Fulvestrant or Capecitabine Combined With Pyrotinib in HR-positive and HER2-Positive Metastatic Breast Cancer: A Multicenter, Randomized, Phase III Study
Capecitabine combined with pyrotinib is the standard protocol for HR+/HER2+ advanced breast cancer after trastuzumab failure, but the incidence of grade 3 hand-foot-syndrome was 16.4%. Therefore, the search for efficient and low toxicity alternatives has become a research hotspot. Our previous basic studies have shown that ER inhibitor fulvestrant and HER2 inhibitor pyrotinib have a synergistic effect. The preliminary analysis of our prospective shows that the efficacy is close to that of capecitabine combined with pyrotinib, and the adverse events are significantly improved compared with capecitabine combined with pyrotinib. Therefore, it is necessary to further carry out a head-to-head phase III randomized controlled clinical trial to study the efficacy and safety of fulvestrant combined with pyrotinib in the treatment of HR + / HER2 + advanced breast cancer.

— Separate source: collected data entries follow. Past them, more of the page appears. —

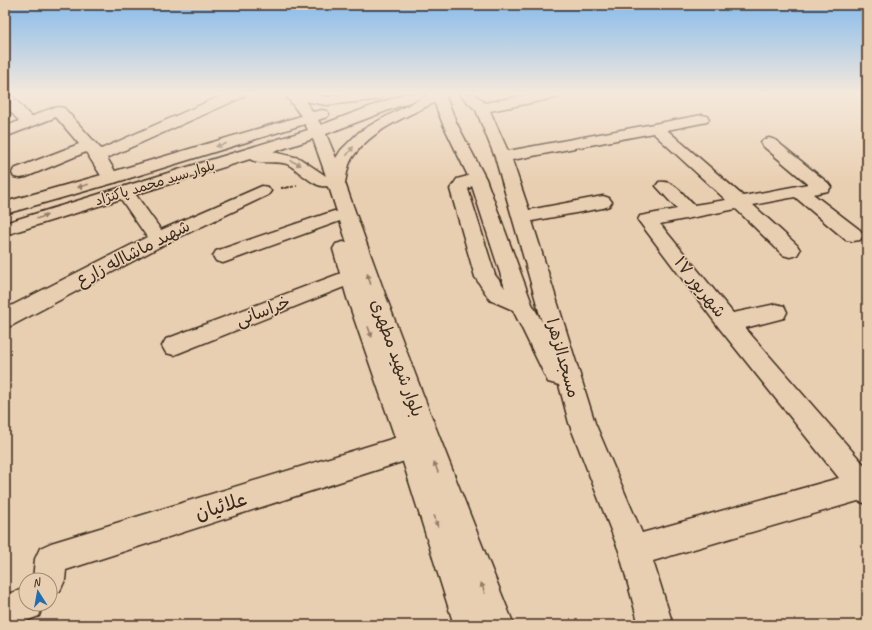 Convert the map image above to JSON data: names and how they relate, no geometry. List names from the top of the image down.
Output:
{
  "streets": {
    "street": [
      "بلوار سید محمد پاکنژاد",
      "شهید ماشااله زارع",
      "۱۷ شهریور",
      "خراسانی",
      "بلوار شهید مطهری",
      "مسجدالزهرا",
      "علائیان"
    ]
  },
  "crossings": [
    ["بلوار سید محمد پاکنژاد", "بلوار شهید مطهری"],
    ["خراسانی", "بلوار شهید مطهری"],
    ["بلوار شهید مطهری", "علائیان"]
  ],
  "north": "top"
} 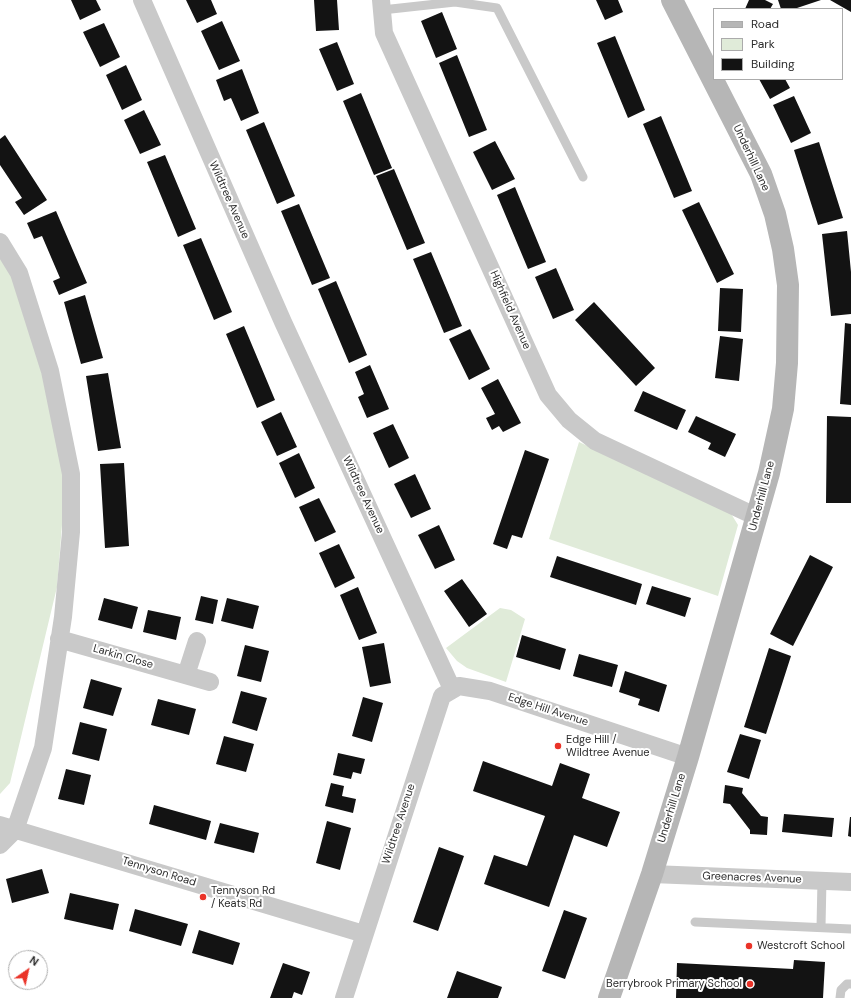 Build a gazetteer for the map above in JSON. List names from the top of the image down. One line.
{"streets":{"street":["Underhill Lane","Wildtree Avenue","Highfield Avenue","Larkin Close","Edge Hill Avenue","Tennyson Road","Greenacres Avenue"]},"crossings":[["Underhill Lane","Highfield Avenue"],["Underhill Lane","Edge Hill Avenue"],["Underhill Lane","Greenacres Avenue"],["Wildtree Avenue","Edge Hill Avenue"],["Wildtree Avenue","Tennyson Road"]],"places":["Edge Hill / Wildtree Avenue","Tennyson Rd / Keats Rd","Westcroft School","Berrybrook Primary School"],"legend":["Road","Park","Building"],"north":"top right"} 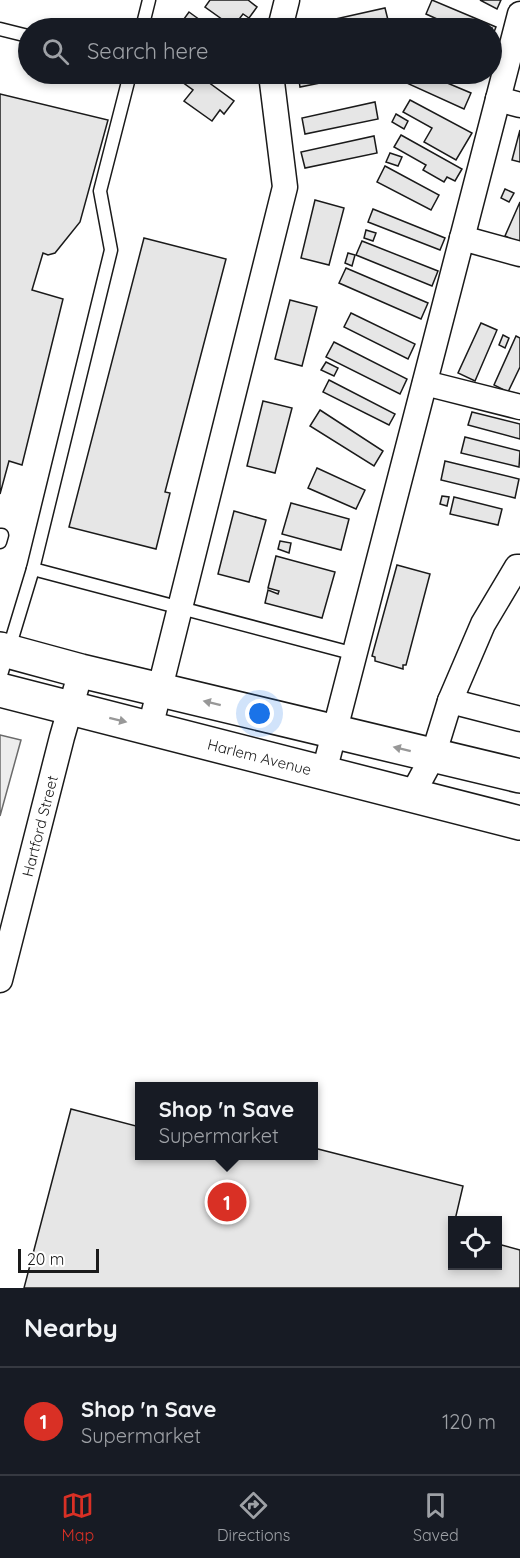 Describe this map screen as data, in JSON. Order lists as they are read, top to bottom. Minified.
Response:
{"streets":{"main road":["Harlem Avenue"],"street":["Hartford Street"]},"crossings":[["Harlem Avenue","Hartford Street"]],"scale_bar":"20 m","page":{"search":"Search here","popup":["Shop 'n Save","Supermarket"],"pins":"1","scale":"20 m","heading":"Nearby","list":[{"mark":"1","name":"Shop 'n Save","note":"Supermarket","value":"120 m"}],"nav":["Map","Directions","Saved"]}} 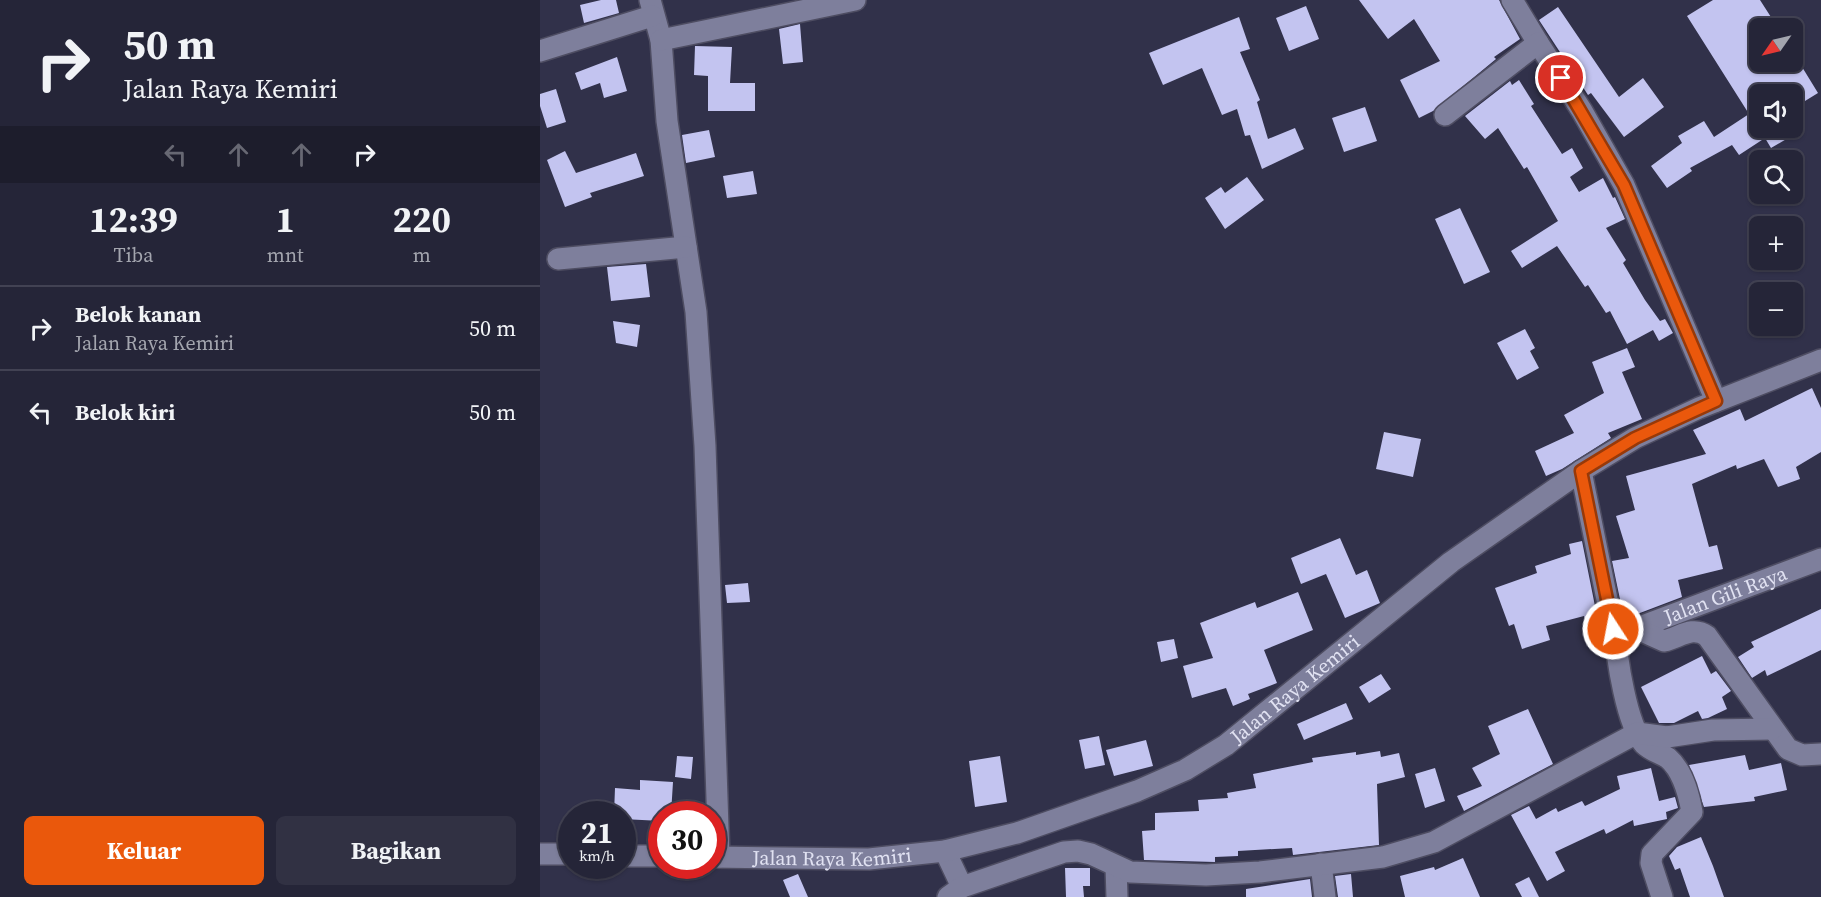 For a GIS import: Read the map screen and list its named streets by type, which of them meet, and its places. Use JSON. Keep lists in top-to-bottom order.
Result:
{
  "streets": {
    "street": ["Jalan Gili Raya", "Jalan Raya Kemiri"]
  },
  "north": "bottom left",
  "page": {
    "turn": ["50 m", "Jalan Raya Kemiri"],
    "map_buttons": ["+", "−"],
    "eta": [
      "12:39",
      "Tiba",
      "1",
      "mnt",
      "220",
      "m"
    ],
    "list": [
      {
        "name": "Belok kanan",
        "note": "Jalan Raya Kemiri",
        "value": "50 m"
      },
      {
        "name": "Belok kiri",
        "value": "50 m"
      }
    ],
    "speed": "21 km/h",
    "limit": "30",
    "buttons": ["Keluar", "Bagikan"]
  }
}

• Adult female patients (aged 18-80 years, including 18 and 80 years) with metastatic breast cancer confirmed by pathology or imaging are not suitable for surgical resection or radiotherapy for the purpose of cure;
• Pathological examination confirmed that ER and / or PR were positive, and HER-2 was positive (ER expression: immunohistochemical staining of tumor cells ≥ 10%; PR expression: immunohistochemical staining of tumor cells ≥ 10%; HER-2 positive: immunohistochemical staining of 3 + or fish positive);
• Postmenopausal patients (for premenopausal patients, ofs includes bilateral ovariectomy and GnRHa drugs);
• The disease-free interval between the end of the last trastuzumab and tumor progression was more than 12 months;
• Trastuzumab has not been treated or only received first-line treatment based on trastuzumab for metastatic diseases, and trastuzumab should be evaluated as effective in the rescue treatment of metastatic breast cancer for the first time.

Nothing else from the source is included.